Remember that one of the most valuable features of an indexed property is that, when creating it, you can make it return any primitive type and you can make it take any parameter of your choice. Also, the parameters of a multi-parameter indexed property don't have to be the same type. One can be a character while the other is a bool type; one can be a double while the other is a short, one can be an integer while the other is a string. When defining the property, you must apply the rules of both the methods and the arrays. Here is an example of a property that takes an integer and a string:

using System;

public class Catalog
{
    long[] nbrs;
    string[] names;

    public double this[long nbr, string name]
    {
        get
        {
            if ((nbr == nbrs[0]) && (name == names[0]))
                return 275.25;
            else if ((nbr == nbrs[1]) && (name == names[1]))
                return 18.75;
            else if ((nbr == nbrs[2]) && (name == names[2]))
                return 50.00;
            else if ((nbr == nbrs[3]) && (name == names[3]))
                return 65.35;
            else if ((nbr == nbrs[4]) && (name == names[4]))
                return 25.55;
            else
                return 0.00;
        }
    }

    public Catalog()
    {
        nbrs = new long[5];
        nbrs[0] = 273974;
        nbrs[1] = 539759;
        nbrs[2] = 710234;
        nbrs[3] = 220685;
        nbrs[4] = 192837;
        names = new string[5];
        names[0] = "Women Double-faced wool coat";
        names[1] = "Men Cotton Polo Shirt";
        names[2] = "Children Cable-knit Sweater";
        names[3] = "Women Floral Silk Tank Blouse";
        names[4] = "Girls Jeans with Heart Belt";
    }
}

public class Exercise
{
    static int Main(string[] args)
    {
        var cat = new Catalog();

        var itemNumber = 539759;
        var itemDescription = "Men Cotton Polo Shirt";
        var price = cat[itemNumber, itemDescription];

        Console.WriteLine("Item #:      {0}", itemNumber);
        Console.WriteLine("Description: {0}", itemDescription);
        Console.WriteLine("Unit Price:  {0}", price);

        Console.WriteLine("====================================");
        return 0;
    }
}

This would produce:

Item #:      539759
Description: Men Cotton Polo Shirt
Unit Price:  18.75
====================================
Press any key to continue . . .

In the above example, we first declared the variables to be passed as parameters to the indexed property. You can also pass the parameter(s) directly on the instance of the class. Here is an example:

public class Exercise
{
    static int Main(string[] args)
    {
        var cat = new Catalog();

        var price = cat[220685, "Women Floral Silk Tank Blouse"];

        Console.WriteLine("Item #:      220685");
        Console.WriteLine("Description: Women Floral Silk Tank Blouse");
        Console.WriteLine("Unit Price:  {0}", price);

        Console.WriteLine("====================================");
        return 0;
    }
}

Just as you can create a two-dimensional indexed property, you can also create a property that takes more than two parameters.
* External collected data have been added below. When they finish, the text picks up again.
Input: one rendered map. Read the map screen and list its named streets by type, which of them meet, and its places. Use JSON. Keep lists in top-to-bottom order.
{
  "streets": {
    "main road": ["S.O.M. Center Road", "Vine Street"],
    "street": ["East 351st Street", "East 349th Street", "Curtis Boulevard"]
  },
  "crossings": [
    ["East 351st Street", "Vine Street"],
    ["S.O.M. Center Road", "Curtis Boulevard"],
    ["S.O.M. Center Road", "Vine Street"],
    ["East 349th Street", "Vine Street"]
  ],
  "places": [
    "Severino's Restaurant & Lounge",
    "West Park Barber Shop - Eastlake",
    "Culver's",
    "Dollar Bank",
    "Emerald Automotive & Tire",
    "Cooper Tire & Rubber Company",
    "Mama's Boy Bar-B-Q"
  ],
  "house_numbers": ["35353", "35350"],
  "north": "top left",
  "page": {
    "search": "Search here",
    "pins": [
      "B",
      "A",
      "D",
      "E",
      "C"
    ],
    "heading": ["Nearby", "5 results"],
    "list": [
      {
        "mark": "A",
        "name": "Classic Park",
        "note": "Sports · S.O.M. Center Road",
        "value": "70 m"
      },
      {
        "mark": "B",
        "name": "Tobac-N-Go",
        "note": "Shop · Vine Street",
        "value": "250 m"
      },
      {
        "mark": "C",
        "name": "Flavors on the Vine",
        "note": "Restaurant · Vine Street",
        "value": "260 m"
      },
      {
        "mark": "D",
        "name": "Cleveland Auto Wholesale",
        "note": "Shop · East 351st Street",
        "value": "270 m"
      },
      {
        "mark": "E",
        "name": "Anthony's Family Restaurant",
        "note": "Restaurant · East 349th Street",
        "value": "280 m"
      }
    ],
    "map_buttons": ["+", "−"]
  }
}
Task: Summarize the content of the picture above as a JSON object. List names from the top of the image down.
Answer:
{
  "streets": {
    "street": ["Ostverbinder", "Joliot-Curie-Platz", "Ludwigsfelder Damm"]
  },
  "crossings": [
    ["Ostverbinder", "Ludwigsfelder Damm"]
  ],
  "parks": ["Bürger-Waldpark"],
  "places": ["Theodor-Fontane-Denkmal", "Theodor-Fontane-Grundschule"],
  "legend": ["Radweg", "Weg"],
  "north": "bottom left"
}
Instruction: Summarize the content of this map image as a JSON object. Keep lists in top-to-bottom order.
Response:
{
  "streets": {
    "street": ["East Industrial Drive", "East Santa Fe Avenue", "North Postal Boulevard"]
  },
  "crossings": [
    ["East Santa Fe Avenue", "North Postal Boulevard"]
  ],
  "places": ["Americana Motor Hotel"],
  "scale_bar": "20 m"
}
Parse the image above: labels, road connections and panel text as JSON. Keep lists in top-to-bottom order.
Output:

Once again, it is up to you to decide what type of parameter would be positioned where in the square brackets. Here is an example of an indexed property that takes three parameters:

using System;

public class Catalog
{
    public string this[long nbr, string name, double price]
    {
        get
        {
            return "Item #:      " + nbr.ToString() + "\n" +
                   "Description: " + name + "\n" +
                   "Unit Price:  " + price.ToString("C");
        }
    }
}

public class Exercise
{
    static int Main(string[] args)
    {
        var cat = new Catalog();

        Console.WriteLine("Item Description");
        Console.WriteLine(cat[220685, "Women Floral Silk Tank Blouse", 50.00]);

        Console.WriteLine("====================================");
        return 0;
    }
}

Overloading an Indexed Property

An indexer borrows various characteristics of a method. One of them is the ability to create various indexers in the same class but all of them must have the same name: this. Still, the various indexers of a class can return the same type of value. Because of this, when creating the indexers, you must find a way to distinguish them. One way you can do this, as seen with method overloading, consists of passing a different type of parameter to each indexer.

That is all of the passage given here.